[[ Data for this exercise, beginning ]]
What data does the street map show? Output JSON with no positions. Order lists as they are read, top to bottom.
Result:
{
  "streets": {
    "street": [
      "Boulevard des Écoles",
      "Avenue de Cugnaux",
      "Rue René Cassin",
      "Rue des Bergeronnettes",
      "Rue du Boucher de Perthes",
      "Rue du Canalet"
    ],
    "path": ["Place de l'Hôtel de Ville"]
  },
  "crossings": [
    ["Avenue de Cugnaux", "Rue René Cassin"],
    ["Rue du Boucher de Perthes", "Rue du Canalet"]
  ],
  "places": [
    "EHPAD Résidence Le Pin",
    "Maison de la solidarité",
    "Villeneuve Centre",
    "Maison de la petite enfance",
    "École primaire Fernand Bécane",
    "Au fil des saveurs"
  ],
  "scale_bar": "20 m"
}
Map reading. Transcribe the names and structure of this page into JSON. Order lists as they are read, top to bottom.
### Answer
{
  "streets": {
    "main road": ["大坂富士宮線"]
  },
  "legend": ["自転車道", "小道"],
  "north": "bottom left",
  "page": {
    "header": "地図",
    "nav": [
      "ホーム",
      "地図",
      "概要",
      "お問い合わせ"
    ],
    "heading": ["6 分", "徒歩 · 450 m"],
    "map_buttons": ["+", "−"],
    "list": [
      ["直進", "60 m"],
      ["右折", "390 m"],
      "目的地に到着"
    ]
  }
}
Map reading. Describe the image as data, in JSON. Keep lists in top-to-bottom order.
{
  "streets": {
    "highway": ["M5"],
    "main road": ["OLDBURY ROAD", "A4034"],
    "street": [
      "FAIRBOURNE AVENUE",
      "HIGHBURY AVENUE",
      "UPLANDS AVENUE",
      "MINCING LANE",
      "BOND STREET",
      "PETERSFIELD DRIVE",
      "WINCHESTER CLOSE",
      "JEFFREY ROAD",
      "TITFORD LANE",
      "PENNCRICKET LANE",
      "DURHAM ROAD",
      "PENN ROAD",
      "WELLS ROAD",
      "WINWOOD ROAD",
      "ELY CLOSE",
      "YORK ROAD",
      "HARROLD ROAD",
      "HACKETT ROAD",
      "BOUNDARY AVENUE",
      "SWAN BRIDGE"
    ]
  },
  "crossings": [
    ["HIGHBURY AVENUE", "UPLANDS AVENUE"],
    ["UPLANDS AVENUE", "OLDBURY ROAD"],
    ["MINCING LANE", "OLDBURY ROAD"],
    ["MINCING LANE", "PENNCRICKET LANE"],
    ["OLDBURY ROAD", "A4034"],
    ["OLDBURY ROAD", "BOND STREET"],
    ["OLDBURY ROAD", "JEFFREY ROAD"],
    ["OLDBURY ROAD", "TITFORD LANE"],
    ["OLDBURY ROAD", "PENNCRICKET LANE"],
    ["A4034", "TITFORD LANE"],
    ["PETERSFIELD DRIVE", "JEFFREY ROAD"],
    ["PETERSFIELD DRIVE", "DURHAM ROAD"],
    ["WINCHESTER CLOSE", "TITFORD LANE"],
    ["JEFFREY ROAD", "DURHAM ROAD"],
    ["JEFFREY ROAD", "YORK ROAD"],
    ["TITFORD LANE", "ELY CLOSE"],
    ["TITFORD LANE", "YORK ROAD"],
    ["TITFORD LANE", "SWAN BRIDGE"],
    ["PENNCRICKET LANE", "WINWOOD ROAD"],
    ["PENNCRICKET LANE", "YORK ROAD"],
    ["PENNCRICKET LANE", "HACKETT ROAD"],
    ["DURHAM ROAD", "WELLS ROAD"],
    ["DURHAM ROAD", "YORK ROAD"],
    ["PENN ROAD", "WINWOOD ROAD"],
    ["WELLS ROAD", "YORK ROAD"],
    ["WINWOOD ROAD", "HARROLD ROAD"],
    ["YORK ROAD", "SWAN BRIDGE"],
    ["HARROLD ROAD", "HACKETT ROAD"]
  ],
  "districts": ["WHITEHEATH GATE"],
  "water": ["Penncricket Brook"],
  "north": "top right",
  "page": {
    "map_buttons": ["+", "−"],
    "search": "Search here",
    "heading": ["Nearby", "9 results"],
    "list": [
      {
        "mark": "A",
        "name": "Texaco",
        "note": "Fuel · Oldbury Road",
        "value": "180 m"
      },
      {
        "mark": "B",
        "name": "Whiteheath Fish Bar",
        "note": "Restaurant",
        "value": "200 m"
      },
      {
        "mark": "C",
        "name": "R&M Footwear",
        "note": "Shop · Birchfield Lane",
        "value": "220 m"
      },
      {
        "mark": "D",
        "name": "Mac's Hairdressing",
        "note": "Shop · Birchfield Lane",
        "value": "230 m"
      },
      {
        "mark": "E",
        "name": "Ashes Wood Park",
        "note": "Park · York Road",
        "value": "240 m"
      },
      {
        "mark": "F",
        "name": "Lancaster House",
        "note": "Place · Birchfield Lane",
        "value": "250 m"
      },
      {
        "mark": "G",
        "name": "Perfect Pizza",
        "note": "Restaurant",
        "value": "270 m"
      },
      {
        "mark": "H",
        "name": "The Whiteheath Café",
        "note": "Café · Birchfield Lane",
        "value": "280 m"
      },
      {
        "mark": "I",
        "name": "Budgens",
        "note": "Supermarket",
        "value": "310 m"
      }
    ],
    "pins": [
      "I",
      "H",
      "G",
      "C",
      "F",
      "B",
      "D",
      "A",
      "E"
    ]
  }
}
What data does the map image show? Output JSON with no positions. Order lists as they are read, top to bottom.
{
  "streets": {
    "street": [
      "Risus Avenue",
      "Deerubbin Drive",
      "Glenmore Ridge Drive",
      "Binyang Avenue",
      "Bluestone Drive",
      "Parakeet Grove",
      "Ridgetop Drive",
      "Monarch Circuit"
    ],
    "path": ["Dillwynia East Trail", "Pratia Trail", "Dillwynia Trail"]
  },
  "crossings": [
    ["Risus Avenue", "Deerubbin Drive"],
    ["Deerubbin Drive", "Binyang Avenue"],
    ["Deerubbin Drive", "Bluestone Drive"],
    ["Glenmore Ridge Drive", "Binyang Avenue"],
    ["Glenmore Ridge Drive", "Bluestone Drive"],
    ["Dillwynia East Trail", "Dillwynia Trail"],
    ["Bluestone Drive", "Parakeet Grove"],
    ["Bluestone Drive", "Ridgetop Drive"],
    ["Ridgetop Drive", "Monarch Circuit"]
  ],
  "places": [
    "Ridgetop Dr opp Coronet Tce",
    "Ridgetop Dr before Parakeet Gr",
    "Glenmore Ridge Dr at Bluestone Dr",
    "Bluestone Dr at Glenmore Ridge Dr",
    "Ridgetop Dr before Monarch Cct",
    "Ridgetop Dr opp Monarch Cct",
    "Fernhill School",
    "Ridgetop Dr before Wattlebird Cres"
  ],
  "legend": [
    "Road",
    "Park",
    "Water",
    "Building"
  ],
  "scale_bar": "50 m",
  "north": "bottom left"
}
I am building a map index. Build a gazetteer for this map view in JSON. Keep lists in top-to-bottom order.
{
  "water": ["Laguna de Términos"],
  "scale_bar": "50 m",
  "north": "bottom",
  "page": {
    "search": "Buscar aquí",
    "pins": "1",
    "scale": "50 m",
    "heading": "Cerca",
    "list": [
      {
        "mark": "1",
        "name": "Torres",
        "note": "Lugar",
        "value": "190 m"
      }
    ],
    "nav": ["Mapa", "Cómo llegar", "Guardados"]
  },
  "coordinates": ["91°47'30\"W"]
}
[[ Data for this exercise, end ]]
What needs to be done
An exact restatement of the data above is required.

Solved problem
What data does the street map show? Output JSON with no positions. Order lists as they are read, top to bottom.
Result:
{
  "streets": {
    "street": [
      "Boulevard des Écoles",
      "Avenue de Cugnaux",
      "Rue René Cassin",
      "Rue des Bergeronnettes",
      "Rue du Boucher de Perthes",
      "Rue du Canalet"
    ],
    "path": ["Place de l'Hôtel de Ville"]
  },
  "crossings": [
    ["Avenue de Cugnaux", "Rue René Cassin"],
    ["Rue du Boucher de Perthes", "Rue du Canalet"]
  ],
  "places": [
    "EHPAD Résidence Le Pin",
    "Maison de la solidarité",
    "Villeneuve Centre",
    "Maison de la petite enfance",
    "École primaire Fernand Bécane",
    "Au fil des saveurs"
  ],
  "scale_bar": "20 m"
}
Map reading. Transcribe the names and structure of this page into JSON. Order lists as they are read, top to bottom.
### Answer
{
  "streets": {
    "main road": ["大坂富士宮線"]
  },
  "legend": ["自転車道", "小道"],
  "north": "bottom left",
  "page": {
    "header": "地図",
    "nav": [
      "ホーム",
      "地図",
      "概要",
      "お問い合わせ"
    ],
    "heading": ["6 分", "徒歩 · 450 m"],
    "map_buttons": ["+", "−"],
    "list": [
      ["直進", "60 m"],
      ["右折", "390 m"],
      "目的地に到着"
    ]
  }
}
Map reading. Describe the image as data, in JSON. Keep lists in top-to-bottom order.
{
  "streets": {
    "highway": ["M5"],
    "main road": ["OLDBURY ROAD", "A4034"],
    "street": [
      "FAIRBOURNE AVENUE",
      "HIGHBURY AVENUE",
      "UPLANDS AVENUE",
      "MINCING LANE",
      "BOND STREET",
      "PETERSFIELD DRIVE",
      "WINCHESTER CLOSE",
      "JEFFREY ROAD",
      "TITFORD LANE",
      "PENNCRICKET LANE",
      "DURHAM ROAD",
      "PENN ROAD",
      "WELLS ROAD",
      "WINWOOD ROAD",
      "ELY CLOSE",
      "YORK ROAD",
      "HARROLD ROAD",
      "HACKETT ROAD",
      "BOUNDARY AVENUE",
      "SWAN BRIDGE"
    ]
  },
  "crossings": [
    ["HIGHBURY AVENUE", "UPLANDS AVENUE"],
    ["UPLANDS AVENUE", "OLDBURY ROAD"],
    ["MINCING LANE", "OLDBURY ROAD"],
    ["MINCING LANE", "PENNCRICKET LANE"],
    ["OLDBURY ROAD", "A4034"],
    ["OLDBURY ROAD", "BOND STREET"],
    ["OLDBURY ROAD", "JEFFREY ROAD"],
    ["OLDBURY ROAD", "TITFORD LANE"],
    ["OLDBURY ROAD", "PENNCRICKET LANE"],
    ["A4034", "TITFORD LANE"],
    ["PETERSFIELD DRIVE", "JEFFREY ROAD"],
    ["PETERSFIELD DRIVE", "DURHAM ROAD"],
    ["WINCHESTER CLOSE", "TITFORD LANE"],
    ["JEFFREY ROAD", "DURHAM ROAD"],
    ["JEFFREY ROAD", "YORK ROAD"],
    ["TITFORD LANE", "ELY CLOSE"],
    ["TITFORD LANE", "YORK ROAD"],
    ["TITFORD LANE", "SWAN BRIDGE"],
    ["PENNCRICKET LANE", "WINWOOD ROAD"],
    ["PENNCRICKET LANE", "YORK ROAD"],
    ["PENNCRICKET LANE", "HACKETT ROAD"],
    ["DURHAM ROAD", "WELLS ROAD"],
    ["DURHAM ROAD", "YORK ROAD"],
    ["PENN ROAD", "WINWOOD ROAD"],
    ["WELLS ROAD", "YORK ROAD"],
    ["WINWOOD ROAD", "HARROLD ROAD"],
    ["YORK ROAD", "SWAN BRIDGE"],
    ["HARROLD ROAD", "HACKETT ROAD"]
  ],
  "districts": ["WHITEHEATH GATE"],
  "water": ["Penncricket Brook"],
  "north": "top right",
  "page": {
    "map_buttons": ["+", "−"],
    "search": "Search here",
    "heading": ["Nearby", "9 results"],
    "list": [
      {
        "mark": "A",
        "name": "Texaco",
        "note": "Fuel · Oldbury Road",
        "value": "180 m"
      },
      {
        "mark": "B",
        "name": "Whiteheath Fish Bar",
        "note": "Restaurant",
        "value": "200 m"
      },
      {
        "mark": "C",
        "name": "R&M Footwear",
        "note": "Shop · Birchfield Lane",
        "value": "220 m"
      },
      {
        "mark": "D",
        "name": "Mac's Hairdressing",
        "note": "Shop · Birchfield Lane",
        "value": "230 m"
      },
      {
        "mark": "E",
        "name": "Ashes Wood Park",
        "note": "Park · York Road",
        "value": "240 m"
      },
      {
        "mark": "F",
        "name": "Lancaster House",
        "note": "Place · Birchfield Lane",
        "value": "250 m"
      },
      {
        "mark": "G",
        "name": "Perfect Pizza",
        "note": "Restaurant",
        "value": "270 m"
      },
      {
        "mark": "H",
        "name": "The Whiteheath Café",
        "note": "Café · Birchfield Lane",
        "value": "280 m"
      },
      {
        "mark": "I",
        "name": "Budgens",
        "note": "Supermarket",
        "value": "310 m"
      }
    ],
    "pins": [
      "I",
      "H",
      "G",
      "C",
      "F",
      "B",
      "D",
      "A",
      "E"
    ]
  }
}
What data does the map image show? Output JSON with no positions. Order lists as they are read, top to bottom.
{
  "streets": {
    "street": [
      "Risus Avenue",
      "Deerubbin Drive",
      "Glenmore Ridge Drive",
      "Binyang Avenue",
      "Bluestone Drive",
      "Parakeet Grove",
      "Ridgetop Drive",
      "Monarch Circuit"
    ],
    "path": ["Dillwynia East Trail", "Pratia Trail", "Dillwynia Trail"]
  },
  "crossings": [
    ["Risus Avenue", "Deerubbin Drive"],
    ["Deerubbin Drive", "Binyang Avenue"],
    ["Deerubbin Drive", "Bluestone Drive"],
    ["Glenmore Ridge Drive", "Binyang Avenue"],
    ["Glenmore Ridge Drive", "Bluestone Drive"],
    ["Dillwynia East Trail", "Dillwynia Trail"],
    ["Bluestone Drive", "Parakeet Grove"],
    ["Bluestone Drive", "Ridgetop Drive"],
    ["Ridgetop Drive", "Monarch Circuit"]
  ],
  "places": [
    "Ridgetop Dr opp Coronet Tce",
    "Ridgetop Dr before Parakeet Gr",
    "Glenmore Ridge Dr at Bluestone Dr",
    "Bluestone Dr at Glenmore Ridge Dr",
    "Ridgetop Dr before Monarch Cct",
    "Ridgetop Dr opp Monarch Cct",
    "Fernhill School",
    "Ridgetop Dr before Wattlebird Cres"
  ],
  "legend": [
    "Road",
    "Park",
    "Water",
    "Building"
  ],
  "scale_bar": "50 m",
  "north": "bottom left"
}
I am building a map index. Build a gazetteer for this map view in JSON. Keep lists in top-to-bottom order.
{
  "water": ["Laguna de Términos"],
  "scale_bar": "50 m",
  "north": "bottom",
  "page": {
    "search": "Buscar aquí",
    "pins": "1",
    "scale": "50 m",
    "heading": "Cerca",
    "list": [
      {
        "mark": "1",
        "name": "Torres",
        "note": "Lugar",
        "value": "190 m"
      }
    ],
    "nav": ["Mapa", "Cómo llegar", "Guardados"]
  },
  "coordinates": ["91°47'30\"W"]
}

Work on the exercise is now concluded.